Beschreibung eines exemplarischen Farbfehlerkorrektors


corrector

Dieses Bild zeigt einen Zwölfpol. Die zentrale Öffnung für den Elektronenstrahl ist von zwölf Spulen umgeben.


Mit rotationssymmetrischen Anordnungen als Linsen ist nach dem Scherzer Theorem keine korrekte Abbildung möglich. Um den Farbfehler zu korrigieren, könnte man das Funktionsprinzip eines Wien Filters anwenden. Das ist eine elektronenoptische Anordnung, bei der man die Dispersion frei wählen kann. Es besteht aus jeweils senkrecht zueinander stehenden elektrischen und magnetischen Feldern. Weitet man dieses Konzept auf senkrecht zueinander orientierte elektrische und magnetische Quadrupole aus, erhält man eine fokussierendes System mit freiwählbarer Dispersion. Das entspricht einer Linse mit variablem Farbfehler.

Leider zeigt ein solcher Quadrupol in einer Richtung (x) negative Dispersion und in der anderen (y) positive Dispersion. Daher könnte der Farbfehler einer vorangehenden Linse nur in der x-Richtung korrigiert werden und würde sich in der y-Richtung sogar noch erhöhen.
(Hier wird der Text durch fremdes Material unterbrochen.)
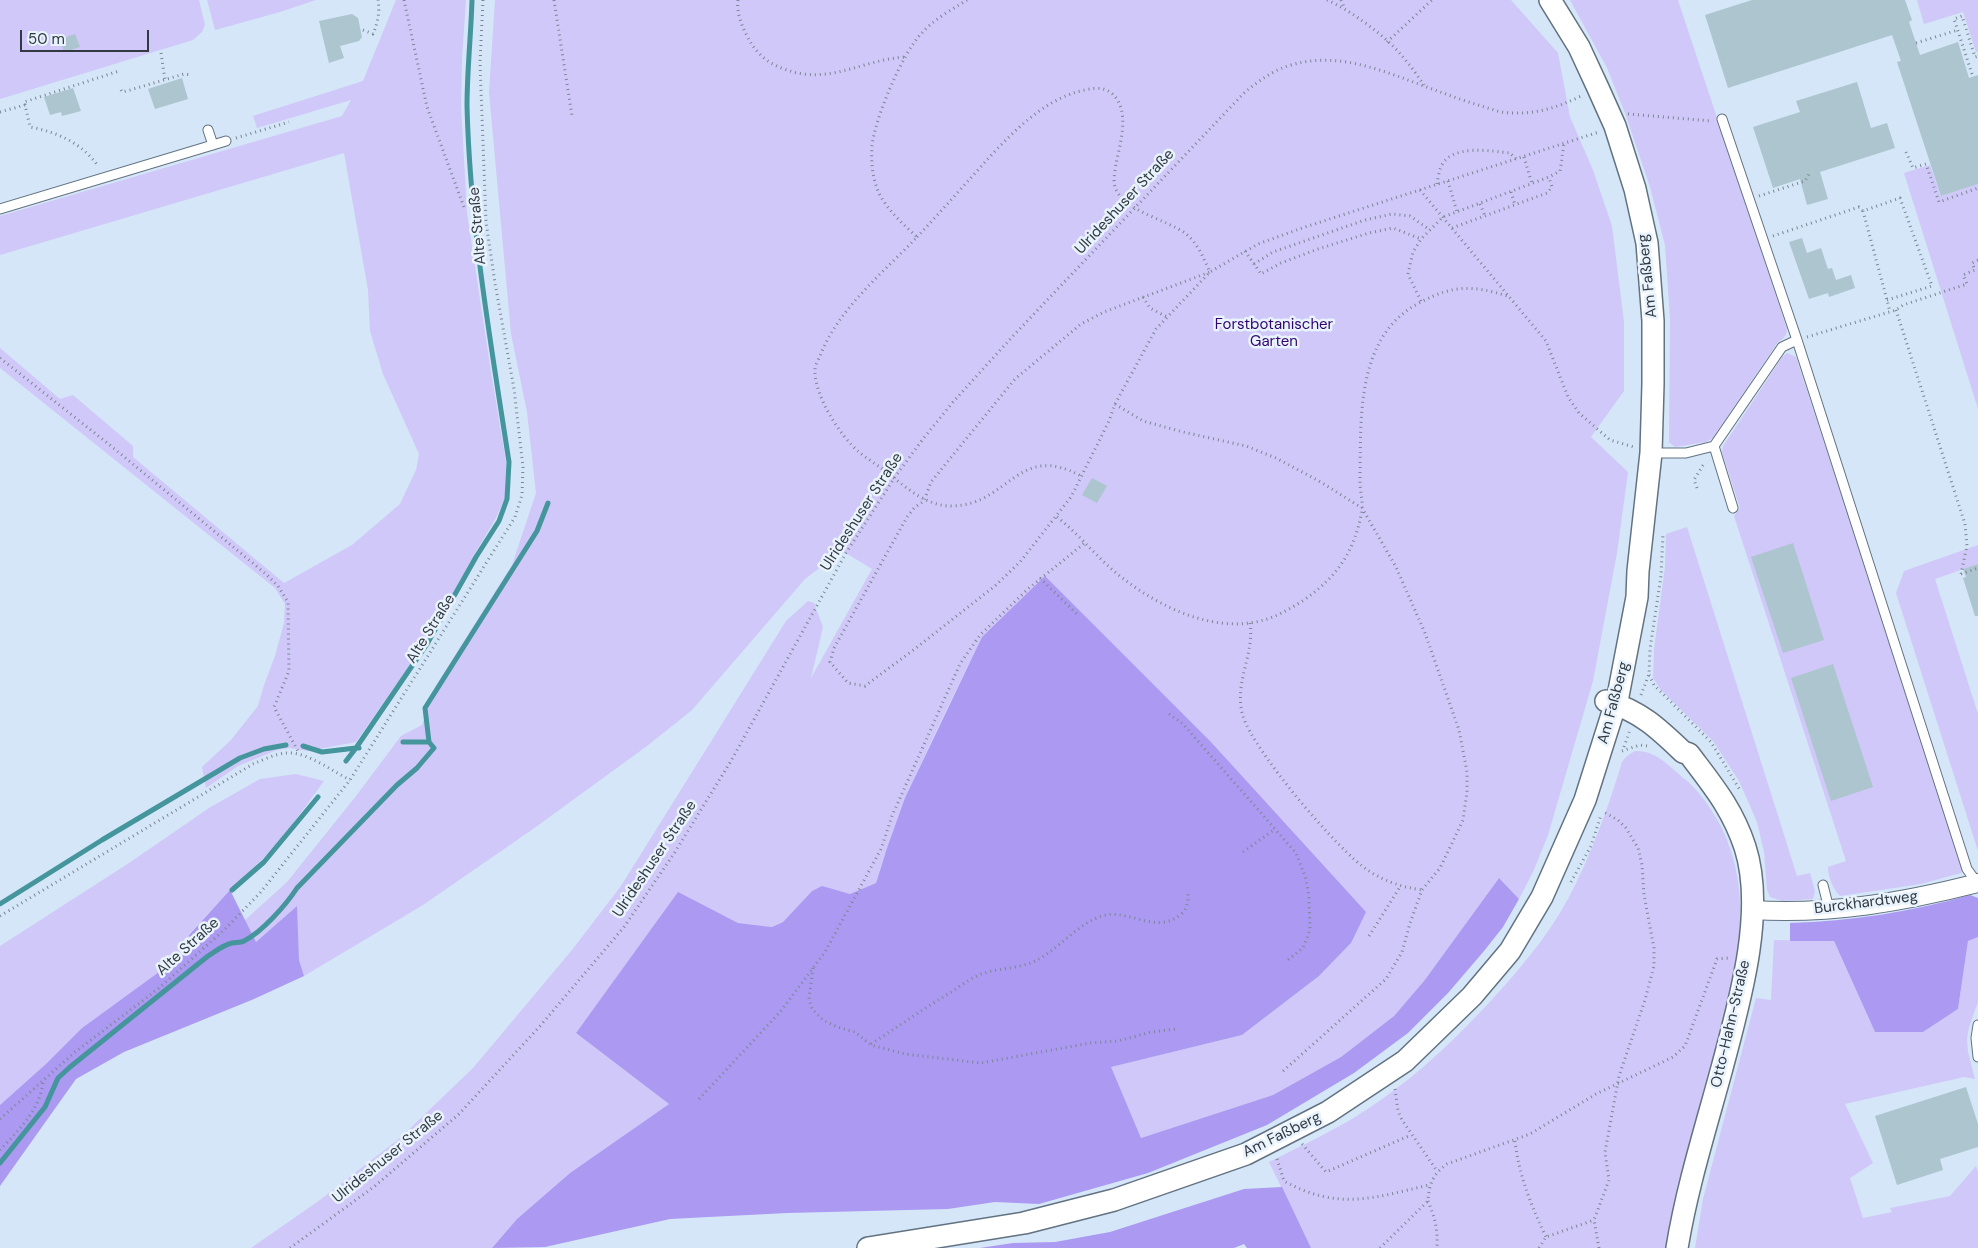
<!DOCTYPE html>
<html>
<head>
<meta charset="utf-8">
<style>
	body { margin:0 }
	#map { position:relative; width:1978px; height:1248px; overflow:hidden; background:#d4e6f8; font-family:"DM Sans",sans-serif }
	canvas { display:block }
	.scale { position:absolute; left:20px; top:30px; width:129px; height:22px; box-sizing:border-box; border:2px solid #323940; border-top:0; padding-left:6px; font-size:15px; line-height:18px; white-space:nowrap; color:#323940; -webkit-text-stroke:4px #e8f3fd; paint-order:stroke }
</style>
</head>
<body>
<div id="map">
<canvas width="1978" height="1248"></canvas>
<div class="scale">50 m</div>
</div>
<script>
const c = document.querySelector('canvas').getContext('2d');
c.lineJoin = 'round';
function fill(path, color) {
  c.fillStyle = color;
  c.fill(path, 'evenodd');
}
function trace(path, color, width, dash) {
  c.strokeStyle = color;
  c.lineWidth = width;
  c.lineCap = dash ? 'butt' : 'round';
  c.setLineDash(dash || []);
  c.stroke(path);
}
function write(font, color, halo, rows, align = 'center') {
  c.font = font + ' "DM Sans",sans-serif';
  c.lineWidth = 5;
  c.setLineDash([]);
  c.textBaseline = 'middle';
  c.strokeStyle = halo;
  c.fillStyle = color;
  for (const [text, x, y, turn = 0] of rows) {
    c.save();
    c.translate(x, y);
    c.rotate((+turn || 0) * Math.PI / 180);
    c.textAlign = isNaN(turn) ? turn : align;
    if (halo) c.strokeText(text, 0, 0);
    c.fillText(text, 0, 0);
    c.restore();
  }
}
const green = new Path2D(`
	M0 0H199L205 25 202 32 193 40 0 99Z
	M207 0H316L280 12 215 30Z
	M396 0H466L462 58 461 105 467 213 491 372 506 462 505 498 496 518 474 555 426 642 356 742 308 751 289 748 277 750 238 766 206 788 202 767 231 740 258 706 264 685 275 656 284 623 285 604 275 588 0 368V348L60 399 73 395 133 446V457L284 583 352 545 400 504 416 470 419 454 383 374 370 331 368 290 344 153 0 255V216L342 116 351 100 257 128 253 116 363 81Z
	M495 0H1511L1558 53 1570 117 1593 170 1612 226 1624 322V391L1591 437 1628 472 1617 553 1593 681 1548 835 1533 872 1519 899 1499 878 1424 981 1394 1016 1341 1057 1273 1095 1141 1138 1110 1067 1242 1035 1319 976 1351 943 982 637C943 718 901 797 876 883L850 894 822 887 812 891 783 922 772 927 738 923 678 893 576 1033 669 1104 570 1173 517 1219 492 1248H251L320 1200 400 1138 473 1068 572 950 621 886 786 621 808 601 814 603 823 627 811 678 872 569 841 550 834 561 830 560 805 579 692 710 647 746 533 829 423 905 304 976 299 960 296 907 256 942 244 921 287 882 356 796 401 736 422 725 435 687 512 565 536 493 527 412 511 334 489 92Z
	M1570 0H1678L1787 329C1787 335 1784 338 1778 342L1713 438 1706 442 1675 447 1669 442 1670 319 1665 245 1650 187 1625 113 1607 68Z
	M1917 0H1978V52H1976L1963 12 1924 24Z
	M1930 165 1941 196 1978 184V409L1904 173Z
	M1787 353 1796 357 1964 868 1961 873 1921 884 1840 896C1833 889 1828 877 1828 867L1846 861 1734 516 1740 508 1722 452 1723 446 1783 356Z
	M1687 527 1797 876 1810 873 1815 891 1813 899 1782 901 1770 897 1767 890 1764 852 1757 822 1739 781 1713 741 1660 689 1653 678 1654 649 1665 567 1666 534Z
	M1978 545V564L1935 579 1978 714V851L1896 593 1904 571Z
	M1635 751C1656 750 1670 767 1686 780 1699 791 1709 806 1718 821 1766 908 1725 1012 1701 1101 1688 1150 1676 1199 1665 1248H1311L1269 1162C1303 1145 1338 1129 1369 1108 1421 1074 1465 1030 1506 984 1529 958 1551 930 1568 899 1591 855 1608 809 1622 762L1627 756Z
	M296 774 324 781 278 844 230 890 189 934 193 948 82 1028 47 1063 0 1105V946L126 865 209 808 260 779Z
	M1978 937V1002L1969 1027 1967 1039 1968 1052 1975 1079 1964 1077 1845 1104 1873 1163 1850 1178 1863 1218 1892 1212 1890 1208 1950 1196 1976 1166 1978 1172V1248H1695L1703 1199 1756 998 1771 1000 1774 940 1834 941 1875 1032H1923L1958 1009 1968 941Z`);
const forest = new Path2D(`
	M1045 576 1210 741 1366 912 1351 943 1319 976 1242 1035 1111 1067 1141 1138 1273 1095 1341 1057 1394 1016 1424 981 1499 878 1519 899 1503 927 1484 951 1448 993 1408 1033 1354 1073 1267 1125 1148 1173 1039 1204 995 1202 948 1209 787 1213 670 1219 545 1247 492 1248 517 1219 570 1173 669 1104 576 1033 678 892 738 923 772 927 783 922 812 891 822 886 850 894 876 883 887 848 905 798 982 637Z
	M230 890 256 942 297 906 299 960 304 976 254 999 124 1052 76 1079 0 1186V1105L47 1063 82 1028 192 948 189 935Z
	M1970 895 1978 898V937L1968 941 1958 1009 1923 1032H1875L1834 941H1790V923C1851 921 1911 912 1970 895Z
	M1282 1187 1311 1248H1247L1244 1244 1234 1248H980L1013 1243 1055 1242 1110 1232 1244 1189Z`);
const stream = new Path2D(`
	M429 742 425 708 537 531 548 503
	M303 746 322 752 356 748
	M359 748H356L427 644 476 557 499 521 507 499 509 462C491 344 470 226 467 106 467 71 471 35 472 0
	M346 761 356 748
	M232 890 264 862 318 797
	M0 904 102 840 240 758 264 749 286 745
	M0 1163 45 1107 58 1078 70 1067 208 956C216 951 223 945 232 943 236 942 240 943 244 941 262 932 286 905 297 888L397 785 417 768 434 748 429 742H403`);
const building = new Path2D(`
	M1752 0H1905L1912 20 1909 22 1920 55 1958 42 1969 78 1978 75V184L1941 196 1897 62 1901 61 1892 35 1728 88 1705 15Z
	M352 14 358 18 362 37 359 41 340 46 344 58 329 63 319 21Z
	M75 34 80 47 64 52 60 39Z
	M182 78 188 99 155 109 148 89Z
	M1857 82 1871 128 1887 123 1895 148 1820 172 1828 199 1807 205 1800 179 1773 188 1753 127 1800 112 1796 101Z
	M73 88 81 111 62 116 61 112 50 115 44 97Z
	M1802 238 1807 253 1821 248 1828 269 1832 268 1836 280 1851 275 1855 288 1829 297 1828 293 1809 299 1789 242Z
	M1092 478 1107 486 1097 503 1082 495Z
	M1793 543 1824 640 1783 653 1751 557Z
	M1978 564V616H1975L1963 578 1966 577 1963 569Z
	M1833 664 1873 787 1831 801 1791 678Z
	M1966 1087 1978 1124V1147L1940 1159 1943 1170 1897 1185 1875 1116Z`);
const path = new Path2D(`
	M404 0 427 107 465 210
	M554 0 572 116
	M738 0C736 15 744 31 751 43 759 56 770 64 784 69 828 86 861 60 905 57
	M967 0C951 10 933 20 921 34 902 54 875 118 872 146 871 161 872 176 878 191 886 209 903 224 917 237 883 273 838 309 820 356 818 360 815 366 815 370 814 395 840 436 859 452 865 457 871 461 877 465 900 481 922 506 951 506 1009 506 1017 441 1081 476
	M1327 0C1350 10 1386 36 1402 56 1410 65 1417 75 1424 85
	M1341 0 1344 7
	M363 30 373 34C378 22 380 12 378 0
	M1387 42 1432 0
	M1916 43 1958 30
	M161 53 165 80
	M1972 74 1954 19 1962 16 1975 57 1978 56
	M121 90 122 92 130 90 184 74 192 75
	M25 105 24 102 119 71
	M0 112 25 105 30 127C57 132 82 143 98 166
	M1628 114 1712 121
	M236 138 289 122
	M1906 152 1913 168 1926 164 1939 202 1978 188
	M1524 157 1532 184
	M1448 181 1457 212
	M1437 184C1438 178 1439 170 1442 165 1453 144 1491 151 1510 153L1516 159
	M1420 190 1546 341 1568 397 1579 413 1610 440 1634 447
	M1511 192 1515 205
	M1759 196 1805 181 1809 174
	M1480 204 1485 216
	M1452 228 1547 193 1552 187 1549 177
	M1773 236 1859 207 1863 211
	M917 237C934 219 951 200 968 181 999 147 1038 99 1085 90 1097 87 1108 87 1116 98 1129 115 1120 144 1116 164 1115 171 1113 180 1115 187 1124 212 1167 219 1186 234 1198 243 1204 260 1210 272L1104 312 1081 324 1015 379 931 482 924 501 914 508 907 517 834 648 830 662 848 683 865 686 916 648 996 585 1020 562 1071 497 1109 421 1115 404 1156 329 1210 272 1258 244 1305 227 1599 132
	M1245 251 1261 274 1281 263 1318 249 1369 233 1393 228 1421 239
	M1254 264 1273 252 1365 220 1392 214 1410 216 1430 230
	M1143 297 1150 308 1167 317
	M1887 300 1932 286 1900 198 1863 211 1887 300 1890 312
	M1421 301 1408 274 1413 252 1421 239 1443 217 1549 177 1560 171 1564 144
	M1896 310 1965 524 1967 546 1961 574
	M1807 337 1896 310 1903 305 1964 285 1967 284 1963 275 1975 270 1972 263 1978 260
	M0 358 111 446 266 574 278 586 288 602 289 671 274 707 299 753
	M1115 404 1143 421 1183 432 1246 446 1276 458 1319 481 1362 508 1396 567 1425 633 1459 730 1467 772V792L1463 820 1440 868 1422 890 1410 923 1402 952 1386 979 1282 1072
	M1697 488 1694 480 1705 462
	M1057 517C1075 531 1089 548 1106 564 1145 600 1209 636 1264 620 1278 616 1291 608 1304 600 1338 576 1354 552 1362 511 1363 501 1360 491 1360 481 1361 419 1355 335 1421 302 1453 285 1473 285 1507 296
	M1961 574 1978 568
	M1040 578 1077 614
	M1250 623C1255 654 1233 684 1243 716 1253 750 1338 851 1369 871 1386 882 1402 887 1422 890
	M1649 675 1654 685 1711 742 1740 790
	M1641 695 1649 674 1650 649 1661 576 1663 534
	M1169 714 1183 724 1296 853 1306 879 1309 896 1310 930 1303 948 1285 962
	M1624 747 1630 730
	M1622 751 1640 745 1648 746
	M1243 852 1275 829
	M1571 882 1591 846 1601 815
	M0 916 253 764C263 760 275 754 286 753 306 751 332 771 350 780
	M1369 936 1400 887
	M813 968 809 999 812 1009 823 1020 837 1027 855 1032 871 1045 905 1054 981 1063 1090 1043 1118 1041 1151 1032 1176 1029
	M871 1044C897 1027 922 1010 948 994 959 987 969 979 981 974 998 968 1016 969 1033 962 1056 952 1078 923 1102 916 1129 908 1155 935 1180 915 1188 909 1188 901 1188 891
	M1395 1089 1398 1111 1402 1120 1437 1171
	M699 1099 780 1012 825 952 881 849 892 816 960 664 980 635 1029 588 1086 542
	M0 1119 75 1052 158 989 224 930 260 893 350 780 515 517 522 495 523 467 514 389 495 283 486 222 480 63 483 0
	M1515 1141C1519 1176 1531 1205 1546 1237
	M1302 1144 1326 1172 1411 1135
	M0 1150C18 1131 40 1110 43 1082
	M1277 1159 1284 1181C1338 1211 1373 1198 1429 1185
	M1428 1201C1435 1217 1438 1231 1437 1248
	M290 1248 375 1186 459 1114 541 1025 624 927 675 852 731 761 846 553 895 477 923 439 953 402 1013 336 1245 92C1259 81 1273 70 1291 65 1344 49 1396 77 1446 94 1464 101 1482 106 1500 112 1531 116 1555 109 1583 95
	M1380 1248 1428 1201C1429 1184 1433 1174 1447 1164L1530 1134 1596 1094 1673 1057 1685 1046 1717 959 1729 958
	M1539 1248 1546 1237 1594 1220
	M1599 1248 1594 1220 1609 1180 1605 1152 1619 1076 1645 1000 1654 966V948L1644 895 1642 865 1638 848 1626 828 1618 820 1602 811`);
const service = new Path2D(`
	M1722 119 1797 340 1967 869 1978 884
	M208 130 213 145
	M0 209 226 141
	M1714 446 1733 508
	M1651 453H1686L1714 446 1782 347 1797 340
	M1823 885 1829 909
	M1978 1025 1976 1038 1978 1057`);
const minor = new Path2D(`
	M1752 910C1829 915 1904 902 1978 883`);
const tertiary = new Path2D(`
	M1606 701C1640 711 1658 728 1683 752L1689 754C1713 786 1732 808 1745 847 1766 912 1739 1004 1722 1068 1706 1127 1687 1187 1677 1248
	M868 1248 1024 1223 1114 1200 1246 1154 1328 1112 1405 1061 1472 996 1510 951 1542 897 1585 800 1618 696 1637 597 1638 571 1651 453 1653 384V321L1647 243 1635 189 1615 126 1598 88 1579 47 1550 0`);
const streetNames = [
	["Ulrideshuser Straße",1125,202,-47],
	["Alte Straße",478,226,-95],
	["Am Faßberg",1648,276,-96],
	["Ulrideshuser Straße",862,512,-57],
	["Alte Straße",431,629,-58],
	["Am Faßberg",1614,703,-75],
	["Ulrideshuser Straße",655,859,-56],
	["Burckhardtweg",1866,903,-7],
	["Alte Straße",188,947,-42],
	["Otto-Hahn-Straße",1731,1024,-77],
	["Am Faßberg",1282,1135,-26],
	["Ulrideshuser Straße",388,1157,-39]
];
const parkNames = [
	["Forstbotanischer",1274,325],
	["Garten",1274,342]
];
fill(green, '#d0c8f8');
fill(forest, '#ac99f1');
trace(stream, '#44959c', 5);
fill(building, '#acc5cf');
trace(service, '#627281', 11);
trace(minor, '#627281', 20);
trace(tertiary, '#627281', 24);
trace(path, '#7b8793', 3, [1, 4]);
trace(service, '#fff', 9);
trace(minor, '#fff', 18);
trace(tertiary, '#fff', 21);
write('15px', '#323940', '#e8f3fd', streetNames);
write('15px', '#33036f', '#e8f3fd', parkNames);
</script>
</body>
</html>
Deshalb wendet man einen speziellen Trick an: In der Ebene des korrigierenden Elementes muss der Strahl in y-Richtung zusammengepresst werden. Dann ist die Erhöhung des Farbfehlers in y-Richtung wirkungslos, in x-Richtung wird er korrigiert. Man erreicht die Korrektur in y-Richtung, indem man ein zweites korrigierendes Element, das um 90° gedreht ist, in der Ebene platziert, in der der Strahl in x-Richtung zusammengepresst wird. Der Effekt auf den Elektronenstrahl wird in der Abbildung verdeutlicht. Die notwendige Deformation (Zusammenpressen) des Strahls wird durch weitere Quadrupolelemente erreicht.